Please repeat the entire listing verbatim and keep the pictures out.

* [MATERIAL PROVIDED]:
⁂

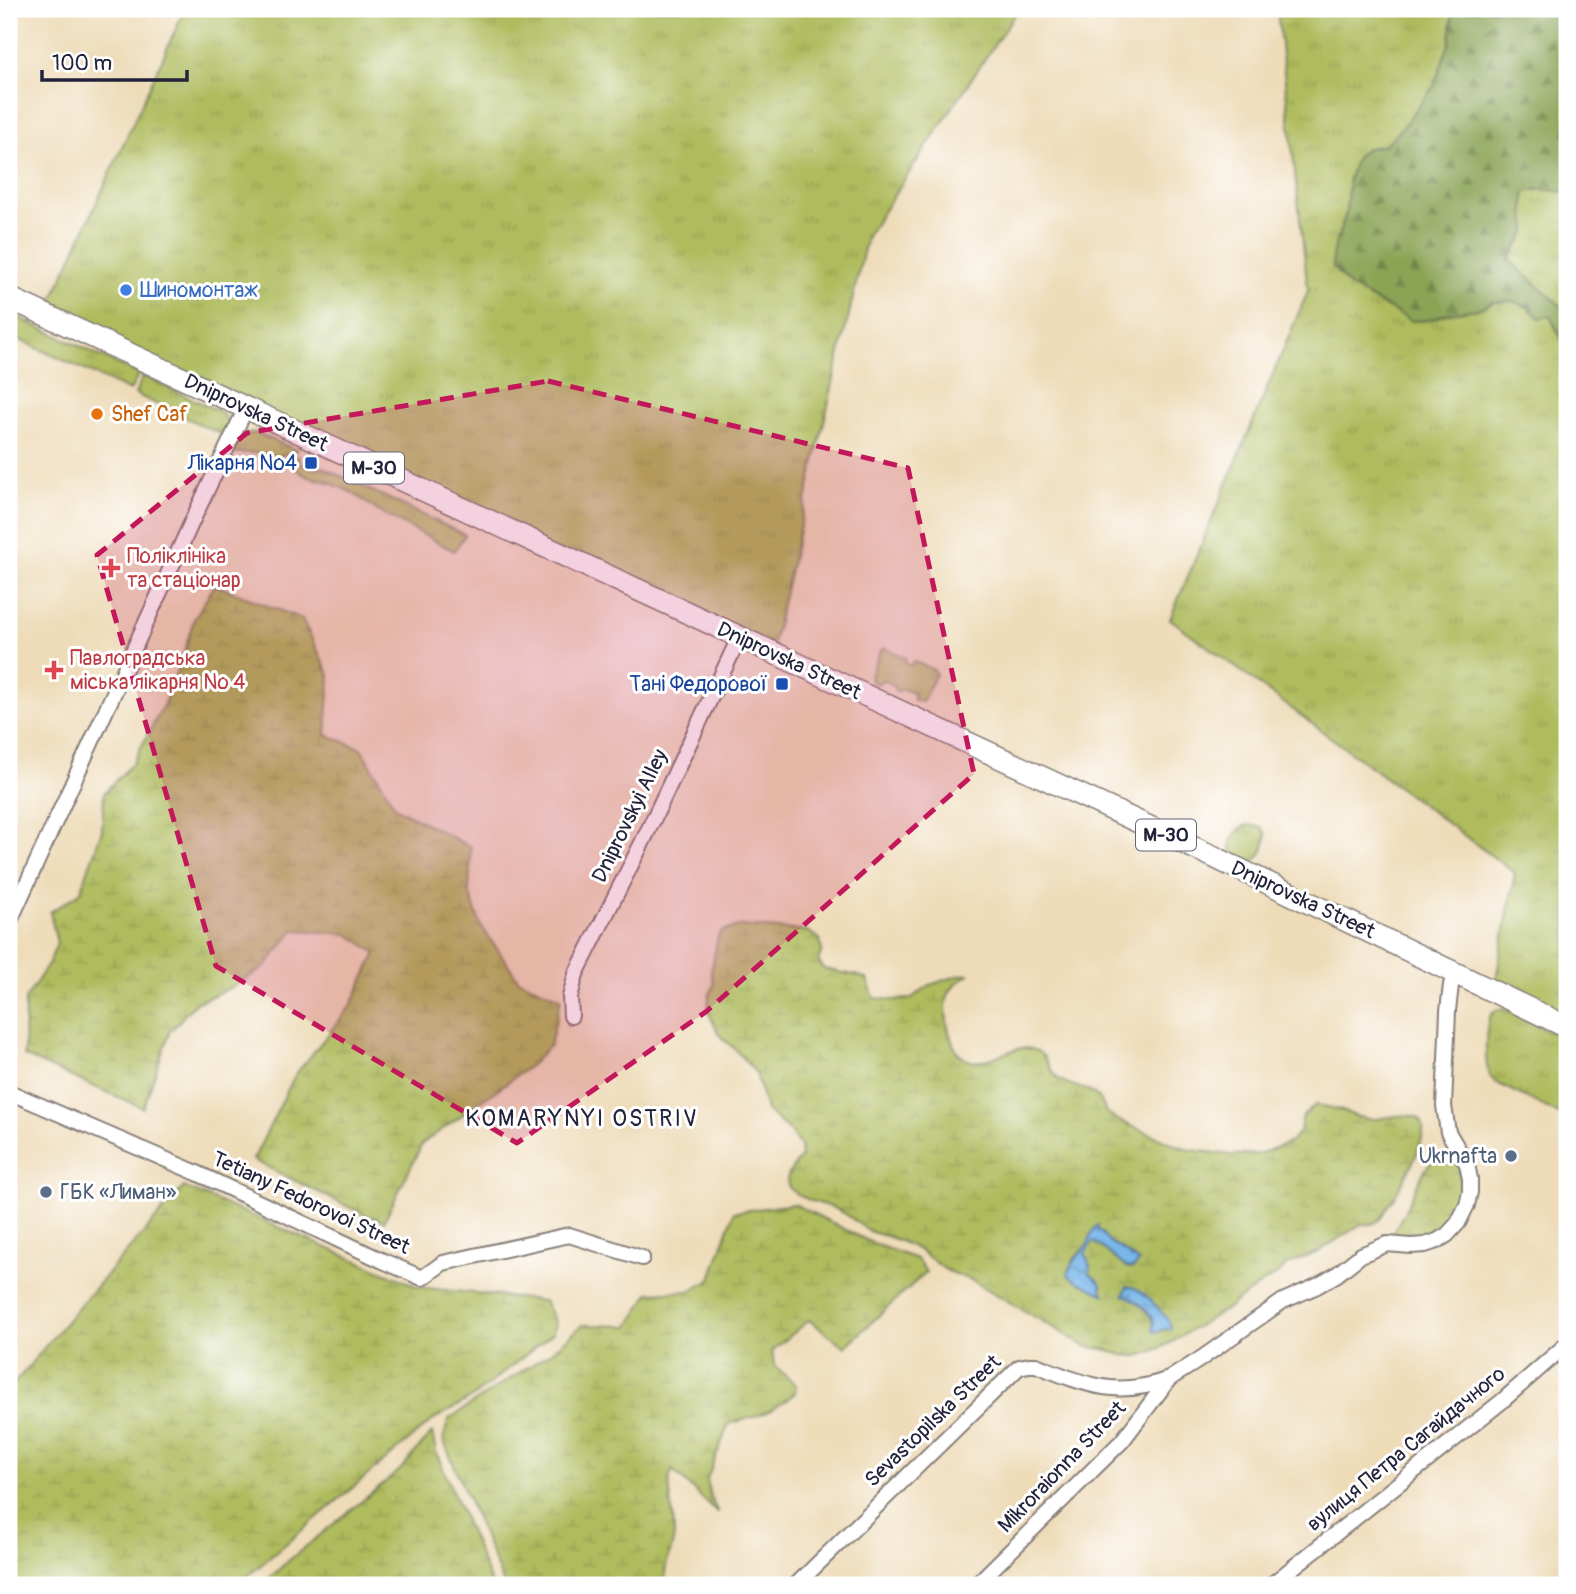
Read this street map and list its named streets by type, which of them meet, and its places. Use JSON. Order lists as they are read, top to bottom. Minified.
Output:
{"streets":{"highway":["Dniprovska Street","М-30"],"street":["Dniprovskyi Alley","Tetiany Fedorovoi Street","Sevastopilska Street","вулиця Петра Сагайдачного","Mikroraionna Street"]},"crossings":[["Dniprovska Street","Dniprovskyi Alley"],["Dniprovska Street","Mikroraionna Street"],["Sevastopilska Street","Mikroraionna Street"]],"districts":["KOMARYNYI OSTRIV"],"places":{"other":["Шиномонтаж","Shef Caf","Ukrnafta","ГБК «Лиман»"],"transit":["Лікарня №4","Тані Федорової"],"health":["Поліклініка та стаціонар","Павлоградська міська лікарня № 4"]},"scale_bar":"100 m"}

⁂

* [TASK OUTPUT]:
Read this street map and list its named streets by type, which of them meet, and its places. Use JSON. Order lists as they are read, top to bottom. Minified.
Output:
{"streets":{"highway":["Dniprovska Street","М-30"],"street":["Dniprovskyi Alley","Tetiany Fedorovoi Street","Sevastopilska Street","вулиця Петра Сагайдачного","Mikroraionna Street"]},"crossings":[["Dniprovska Street","Dniprovskyi Alley"],["Dniprovska Street","Mikroraionna Street"],["Sevastopilska Street","Mikroraionna Street"]],"districts":["KOMARYNYI OSTRIV"],"places":{"other":["Шиномонтаж","Shef Caf","Ukrnafta","ГБК «Лиман»"],"transit":["Лікарня №4","Тані Федорової"],"health":["Поліклініка та стаціонар","Павлоградська міська лікарня № 4"]},"scale_bar":"100 m"}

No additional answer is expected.